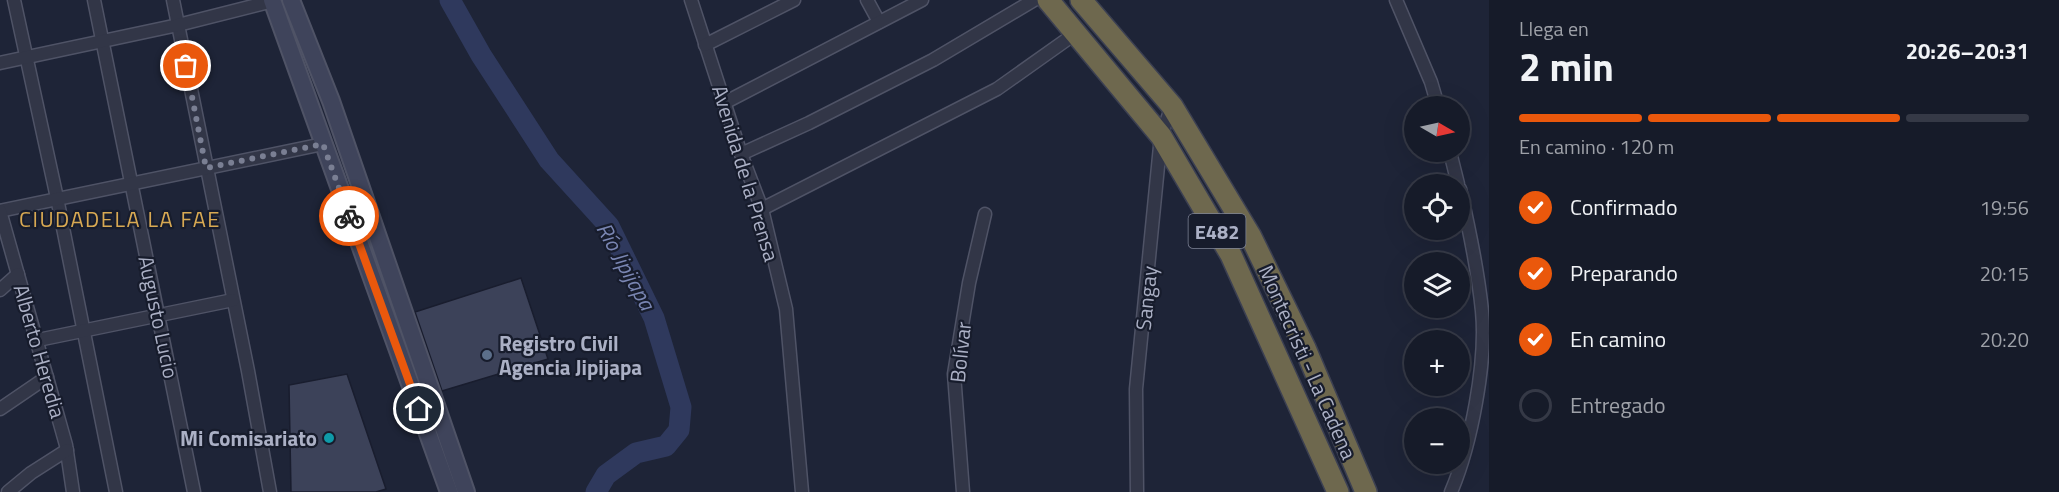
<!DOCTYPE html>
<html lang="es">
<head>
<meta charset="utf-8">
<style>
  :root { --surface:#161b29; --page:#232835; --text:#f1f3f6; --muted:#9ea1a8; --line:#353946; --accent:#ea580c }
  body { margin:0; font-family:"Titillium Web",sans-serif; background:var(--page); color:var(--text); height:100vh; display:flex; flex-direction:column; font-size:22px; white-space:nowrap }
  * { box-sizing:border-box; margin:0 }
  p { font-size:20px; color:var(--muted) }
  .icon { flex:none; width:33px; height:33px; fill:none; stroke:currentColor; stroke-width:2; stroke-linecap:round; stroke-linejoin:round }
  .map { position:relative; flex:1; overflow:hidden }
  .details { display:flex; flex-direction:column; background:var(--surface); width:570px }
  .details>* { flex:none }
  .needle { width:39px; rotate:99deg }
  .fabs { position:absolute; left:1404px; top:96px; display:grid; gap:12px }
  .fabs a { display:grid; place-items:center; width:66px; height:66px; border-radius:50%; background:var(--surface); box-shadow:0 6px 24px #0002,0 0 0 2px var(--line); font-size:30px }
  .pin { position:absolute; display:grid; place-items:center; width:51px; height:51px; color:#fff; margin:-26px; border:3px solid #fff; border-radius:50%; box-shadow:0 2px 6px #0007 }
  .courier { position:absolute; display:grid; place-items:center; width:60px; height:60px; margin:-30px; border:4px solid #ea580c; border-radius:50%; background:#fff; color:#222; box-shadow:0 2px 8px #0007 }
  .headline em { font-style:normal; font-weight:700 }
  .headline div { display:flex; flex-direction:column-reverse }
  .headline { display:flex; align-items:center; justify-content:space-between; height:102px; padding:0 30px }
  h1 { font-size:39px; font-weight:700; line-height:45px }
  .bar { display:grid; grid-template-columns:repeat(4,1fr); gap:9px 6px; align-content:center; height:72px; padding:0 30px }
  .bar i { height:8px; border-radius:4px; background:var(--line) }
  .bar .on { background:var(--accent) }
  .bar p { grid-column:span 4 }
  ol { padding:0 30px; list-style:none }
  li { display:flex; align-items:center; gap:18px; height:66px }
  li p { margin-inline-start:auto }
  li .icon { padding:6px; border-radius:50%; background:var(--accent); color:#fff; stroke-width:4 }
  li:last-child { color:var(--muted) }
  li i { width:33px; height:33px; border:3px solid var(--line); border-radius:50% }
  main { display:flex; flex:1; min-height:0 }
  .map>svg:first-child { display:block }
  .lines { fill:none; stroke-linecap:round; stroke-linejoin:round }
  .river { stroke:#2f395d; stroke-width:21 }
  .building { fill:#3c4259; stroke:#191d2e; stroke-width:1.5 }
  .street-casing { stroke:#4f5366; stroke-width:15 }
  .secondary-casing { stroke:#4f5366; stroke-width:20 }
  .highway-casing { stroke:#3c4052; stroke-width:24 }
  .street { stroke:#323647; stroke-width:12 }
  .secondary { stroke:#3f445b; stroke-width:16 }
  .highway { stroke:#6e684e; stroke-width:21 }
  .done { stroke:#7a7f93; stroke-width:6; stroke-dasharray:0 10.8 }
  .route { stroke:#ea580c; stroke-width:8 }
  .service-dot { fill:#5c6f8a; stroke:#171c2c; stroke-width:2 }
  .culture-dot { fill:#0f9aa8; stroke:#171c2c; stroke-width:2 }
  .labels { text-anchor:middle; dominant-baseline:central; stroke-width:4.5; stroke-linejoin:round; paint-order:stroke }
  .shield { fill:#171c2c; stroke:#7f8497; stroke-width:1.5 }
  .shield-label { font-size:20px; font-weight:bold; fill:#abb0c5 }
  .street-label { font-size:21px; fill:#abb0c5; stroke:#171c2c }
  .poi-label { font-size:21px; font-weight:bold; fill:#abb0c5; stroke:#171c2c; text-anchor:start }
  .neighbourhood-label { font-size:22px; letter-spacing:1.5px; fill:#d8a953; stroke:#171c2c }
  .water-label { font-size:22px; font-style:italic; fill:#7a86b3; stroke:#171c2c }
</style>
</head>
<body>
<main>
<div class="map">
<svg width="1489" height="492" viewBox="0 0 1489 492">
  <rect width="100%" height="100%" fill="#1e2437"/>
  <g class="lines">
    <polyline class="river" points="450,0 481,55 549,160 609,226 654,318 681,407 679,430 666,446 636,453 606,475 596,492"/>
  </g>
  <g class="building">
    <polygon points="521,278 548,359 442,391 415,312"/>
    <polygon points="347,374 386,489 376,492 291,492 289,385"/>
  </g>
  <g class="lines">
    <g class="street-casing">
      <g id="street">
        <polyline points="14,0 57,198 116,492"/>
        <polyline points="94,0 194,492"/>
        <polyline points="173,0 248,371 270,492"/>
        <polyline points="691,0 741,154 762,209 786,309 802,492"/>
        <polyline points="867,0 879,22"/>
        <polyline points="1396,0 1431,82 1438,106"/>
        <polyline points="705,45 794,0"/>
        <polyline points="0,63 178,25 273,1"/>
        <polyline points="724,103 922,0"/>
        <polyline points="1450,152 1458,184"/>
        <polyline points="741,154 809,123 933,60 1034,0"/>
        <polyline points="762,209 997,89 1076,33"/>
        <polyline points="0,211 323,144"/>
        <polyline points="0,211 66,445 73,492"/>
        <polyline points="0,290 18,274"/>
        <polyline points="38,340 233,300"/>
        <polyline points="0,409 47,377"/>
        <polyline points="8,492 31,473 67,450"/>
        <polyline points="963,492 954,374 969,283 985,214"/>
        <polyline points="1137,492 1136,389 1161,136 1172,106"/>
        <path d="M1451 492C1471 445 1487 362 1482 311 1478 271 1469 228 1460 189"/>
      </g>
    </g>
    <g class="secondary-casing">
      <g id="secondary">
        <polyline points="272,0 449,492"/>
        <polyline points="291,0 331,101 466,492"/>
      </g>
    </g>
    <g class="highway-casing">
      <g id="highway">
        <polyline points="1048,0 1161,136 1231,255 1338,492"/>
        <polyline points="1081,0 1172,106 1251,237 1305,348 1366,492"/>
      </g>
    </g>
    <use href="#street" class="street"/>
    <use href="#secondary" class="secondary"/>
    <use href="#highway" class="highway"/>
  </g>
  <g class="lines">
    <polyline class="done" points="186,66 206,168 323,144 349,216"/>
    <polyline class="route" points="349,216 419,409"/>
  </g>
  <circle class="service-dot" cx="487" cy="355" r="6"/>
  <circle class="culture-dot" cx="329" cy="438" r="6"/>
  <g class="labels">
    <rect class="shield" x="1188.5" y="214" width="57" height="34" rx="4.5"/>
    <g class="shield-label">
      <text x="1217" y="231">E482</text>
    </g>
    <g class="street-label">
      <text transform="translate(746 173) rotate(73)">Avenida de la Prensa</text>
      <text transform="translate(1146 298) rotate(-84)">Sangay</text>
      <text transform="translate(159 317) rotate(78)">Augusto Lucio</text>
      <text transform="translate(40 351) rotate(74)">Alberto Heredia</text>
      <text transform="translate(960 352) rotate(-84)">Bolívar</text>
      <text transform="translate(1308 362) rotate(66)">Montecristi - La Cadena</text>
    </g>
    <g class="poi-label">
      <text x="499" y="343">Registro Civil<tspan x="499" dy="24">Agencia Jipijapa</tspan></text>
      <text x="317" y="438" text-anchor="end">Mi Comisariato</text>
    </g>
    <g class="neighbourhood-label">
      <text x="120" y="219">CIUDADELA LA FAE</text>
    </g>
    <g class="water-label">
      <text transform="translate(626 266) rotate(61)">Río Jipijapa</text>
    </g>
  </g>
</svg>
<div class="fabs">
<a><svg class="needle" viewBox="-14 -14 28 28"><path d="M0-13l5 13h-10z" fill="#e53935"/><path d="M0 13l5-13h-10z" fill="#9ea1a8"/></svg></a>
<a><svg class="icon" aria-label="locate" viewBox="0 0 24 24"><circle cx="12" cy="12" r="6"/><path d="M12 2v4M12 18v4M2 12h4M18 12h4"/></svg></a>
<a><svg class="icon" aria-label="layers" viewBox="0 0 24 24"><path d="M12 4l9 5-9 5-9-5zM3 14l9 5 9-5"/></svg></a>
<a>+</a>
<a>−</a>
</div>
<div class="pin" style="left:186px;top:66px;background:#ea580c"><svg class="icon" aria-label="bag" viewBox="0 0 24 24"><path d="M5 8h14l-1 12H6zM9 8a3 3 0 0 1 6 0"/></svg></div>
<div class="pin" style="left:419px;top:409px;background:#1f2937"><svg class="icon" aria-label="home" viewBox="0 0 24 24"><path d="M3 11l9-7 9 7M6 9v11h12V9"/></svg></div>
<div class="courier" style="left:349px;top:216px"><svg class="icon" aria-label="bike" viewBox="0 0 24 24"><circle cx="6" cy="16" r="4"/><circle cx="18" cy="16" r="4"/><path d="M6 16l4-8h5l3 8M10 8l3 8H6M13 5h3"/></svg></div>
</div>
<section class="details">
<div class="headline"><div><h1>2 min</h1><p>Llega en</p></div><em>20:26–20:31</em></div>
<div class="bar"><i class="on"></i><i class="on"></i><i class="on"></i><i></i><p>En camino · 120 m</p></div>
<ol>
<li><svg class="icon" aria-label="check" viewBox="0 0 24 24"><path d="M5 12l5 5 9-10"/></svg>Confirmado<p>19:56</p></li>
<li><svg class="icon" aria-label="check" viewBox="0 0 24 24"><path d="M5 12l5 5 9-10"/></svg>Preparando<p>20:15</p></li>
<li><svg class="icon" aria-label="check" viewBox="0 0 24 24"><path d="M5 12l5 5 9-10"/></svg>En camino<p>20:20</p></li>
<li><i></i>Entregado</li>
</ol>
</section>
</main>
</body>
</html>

• • • •

Task to carry out: Search the data for the string "check". List each line that has it.

Task output:
<li><svg class="icon" aria-label="check" viewBox="0 0 24 24"><path d="M5 12l5 5 9-10"/></svg>Confirmado<p>19:56</p></li>
<li><svg class="icon" aria-label="check" viewBox="0 0 24 24"><path d="M5 12l5 5 9-10"/></svg>Preparando<p>20:15</p></li>
<li><svg class="icon" aria-label="check" viewBox="0 0 24 24"><path d="M5 12l5 5 9-10"/></svg>En camino<p>20:20</p></li>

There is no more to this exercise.